On February 18, 2022, the Spanish Competition Authority ("CNMC") decided to fine the National Postal Company, Correos, EUR 32.6 million after concluding that the application of certain discounts would have had a potential foreclosing effect on the retail market for the provision of traditional letter mail services to mass mailers from at least 2015 until 2019.

1. Situation of the Spanish postal market and object of the CNMC's investigation

Correos, the parent company of the Correos Group established in 1716, is the main company in the Spanish postal market and one of the leading companies in the parcel delivery sector.

The market share of Correos in the relevant market remained stable at around 85% -with slight variations- from 2015 to 2018. However, in 2019, after its main competitor Unipost left the market, Correos' market share increased to over 95%. Therefore, the only relevant competitive pressure in the Spanish postal sector was exerted by Unipost until its effective disappearance in 2018.

On this basis, the CNMC considers that Correos has a position close to super-dominance in the retail market for the provision of traditional letter mail services to private mass mailers, as there is a near-monopoly.

Additionally, the CNMC has taken into consideration that there are important (natural and regulatory) barriers to entry to this market:

i) the existence of distinct economies of scale and scope - the higher volume of deliveries and the joint provision of different services leads to a reduction in the average costs of the postal services.; and

ii) in 2010, the Spanish Postal Act designated Correos as the operator entrusted with the provision of the universal postal service for 15 years (i.e., until 31 December 2025).

In this context, on November 20, 2019, the CNMC formally opened proceedings against Correos as there were reasonable grounds to believe that it had abused its dominant position by applying a rebate system intended to encourage customer loyalty and which would be able to have an exclusionary effect on the market.
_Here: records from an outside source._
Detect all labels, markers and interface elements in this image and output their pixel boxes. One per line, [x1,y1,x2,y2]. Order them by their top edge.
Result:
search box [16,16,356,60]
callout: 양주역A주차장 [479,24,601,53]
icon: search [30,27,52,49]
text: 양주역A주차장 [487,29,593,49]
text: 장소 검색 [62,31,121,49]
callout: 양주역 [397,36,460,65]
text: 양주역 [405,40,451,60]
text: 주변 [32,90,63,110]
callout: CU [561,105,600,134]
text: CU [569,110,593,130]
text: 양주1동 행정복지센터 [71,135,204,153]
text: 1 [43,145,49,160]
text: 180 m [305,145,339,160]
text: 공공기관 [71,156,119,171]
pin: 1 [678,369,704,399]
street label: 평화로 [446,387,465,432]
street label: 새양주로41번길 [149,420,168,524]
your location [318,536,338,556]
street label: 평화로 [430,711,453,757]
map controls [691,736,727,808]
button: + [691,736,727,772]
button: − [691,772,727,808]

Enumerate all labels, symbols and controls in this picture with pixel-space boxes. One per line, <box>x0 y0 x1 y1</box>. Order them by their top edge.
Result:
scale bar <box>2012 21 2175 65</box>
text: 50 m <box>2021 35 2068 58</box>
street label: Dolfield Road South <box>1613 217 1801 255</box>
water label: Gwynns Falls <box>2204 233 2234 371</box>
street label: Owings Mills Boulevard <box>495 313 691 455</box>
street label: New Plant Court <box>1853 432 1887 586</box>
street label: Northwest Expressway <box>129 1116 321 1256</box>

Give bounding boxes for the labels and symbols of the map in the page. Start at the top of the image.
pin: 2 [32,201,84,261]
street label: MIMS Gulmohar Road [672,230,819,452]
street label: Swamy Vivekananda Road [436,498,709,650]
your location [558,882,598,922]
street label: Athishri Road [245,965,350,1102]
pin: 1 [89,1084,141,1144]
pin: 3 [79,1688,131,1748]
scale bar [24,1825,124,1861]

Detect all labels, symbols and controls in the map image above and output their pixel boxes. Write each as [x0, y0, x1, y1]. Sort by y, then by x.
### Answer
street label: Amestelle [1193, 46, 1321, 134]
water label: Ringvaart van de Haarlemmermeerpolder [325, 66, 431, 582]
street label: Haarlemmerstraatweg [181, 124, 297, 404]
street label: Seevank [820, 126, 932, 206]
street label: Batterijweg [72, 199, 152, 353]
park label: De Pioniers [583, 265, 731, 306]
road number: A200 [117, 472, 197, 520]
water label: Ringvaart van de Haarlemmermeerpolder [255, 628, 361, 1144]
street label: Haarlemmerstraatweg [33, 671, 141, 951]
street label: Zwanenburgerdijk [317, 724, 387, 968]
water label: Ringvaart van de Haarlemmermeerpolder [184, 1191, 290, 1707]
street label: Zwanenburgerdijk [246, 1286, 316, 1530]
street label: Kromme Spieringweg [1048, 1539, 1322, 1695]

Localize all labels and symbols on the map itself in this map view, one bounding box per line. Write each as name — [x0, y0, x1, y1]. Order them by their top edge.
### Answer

This rebate model was structured in discount tranches which were dependent on the annual volume of contracted mailings and the destination of the deliveries of each customer. It also provided an additional system of bonuses or penalties reliant on the proportion of deliveries intended for high-cost areas, the regularity of the mailings, and other parameters such as the time of deposit, the degree of sorting and the percentage of returned mail.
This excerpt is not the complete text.